This time of year, many a home will be decorated with holiday stockings hanging from a proverbial mantel and recent phenomenon of “elves on shelves.” But there are plenty of homes where Santa must use specific care upon recovery from chimney drops (with bags of toys) as not to disturb loved ones in the form of cremains placed on mantels and shelves.
Now, I don’t mean to offend, as I understand that the grieving process requires this in some cases with certain individuals and no judgement here. However, I do get a little “weird-ed out” by people that say they have no better place to store Aunt Betty, or will get to finding her a better place at some point later in the future. And what if that point doesn’t come? Will people move urns of cremains around from home to home like kid sports trophies and childhood trinkets? What happens if Grandpa Herb is dropped, lost, or forgotten when his cremains got stuffed in a plastic storage bin with old college books and childhood baseball card collections?
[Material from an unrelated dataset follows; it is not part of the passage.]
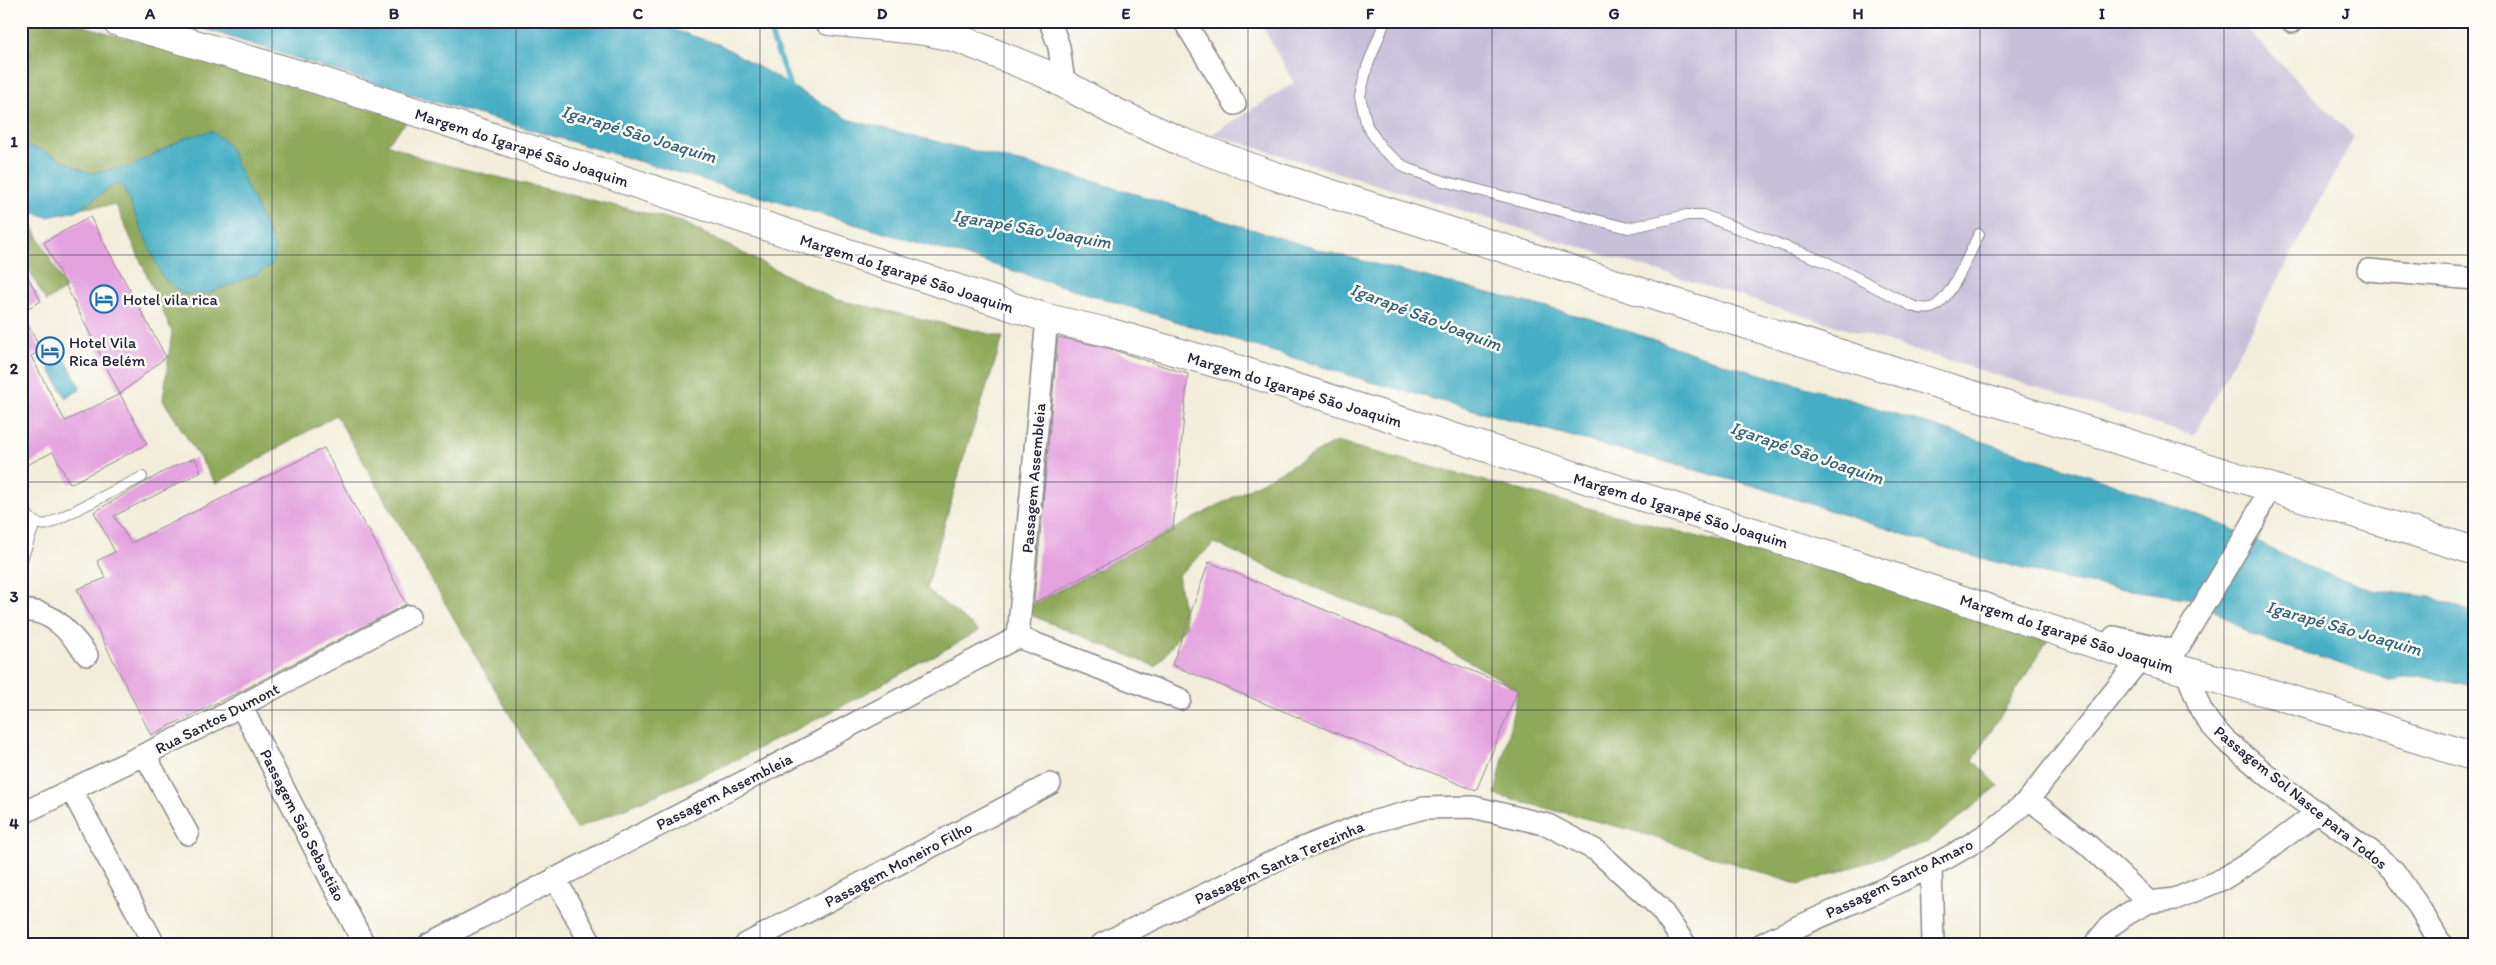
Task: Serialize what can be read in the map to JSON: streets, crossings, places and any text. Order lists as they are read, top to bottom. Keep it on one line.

I can hear some people laughing, or simply saying, what’s the difference in the bigger picture. Well, I simply ask not what you would think if these ashes were yours, (because you may not care) but what about the decedent? What were their thoughts and wishes about final resting place, memorialization and level of reverence? To each their own, but I don’t want my ashes tossed about like a football or packed away and unpacked on several moves. Eventually this could lead to somebody down the line throwing me in a dumpster, or dropping me on a city street. Again personal choice, but remember I come from this from the context of having a career based on celebrating and remembering those no longer with us. I strive to keep people from experiencing that poetic, second realm of death-dom of simply being forgotten forever.
Four years ago, we were approached by our good friends at Stauffer Funeral Home with a conundrum. We were told of a situation they had on their hands involving "orphaned cremains." They had a closet-full of packaged cremains and urns that had not yet been claimed, most dating back decades. This included multiple individuals, all well labeled, but possessing no eternal home and final resting place.
As I just said, these cremains (people/loved ones) had simply never been retrieved for proper inurnment, burial or mantel placement, if anything else. Stauffer did not accumulate these remains on their “business watch” as these were inherited through their acquisition of the former Robert E. Dailey & Son Funeral Home. Stauffer felt a profound obligation to find a proper “final home,” and reached out to us for help.
A solution came into view with the idea of purchasing a communal crypt space in our main chapel mausoleum. Stauffer purchased a location, and provided a casket to house 61 individual cremains. This exercise allowed us to record each of these individuals for posterity in our interment books, giving them a permanent resting place in a reverent and respectful manner. I was really impressed by this gesture by Stauffer, finding a tasteful solution to a problem that had been on the table (literally and figuratively) for years. Soon after, Keeney & Basford Funeral Home would follow suit by also purchasing a cryptspace in our mausoleum for their “orphaned cremains.”
When our Superintendent was creating interment cards and entering these individuals in our books back in 2018, I randomly picked one of the names and decided to conduct some biographical research work. The name I pulled was that of Marion Louise MacPhail.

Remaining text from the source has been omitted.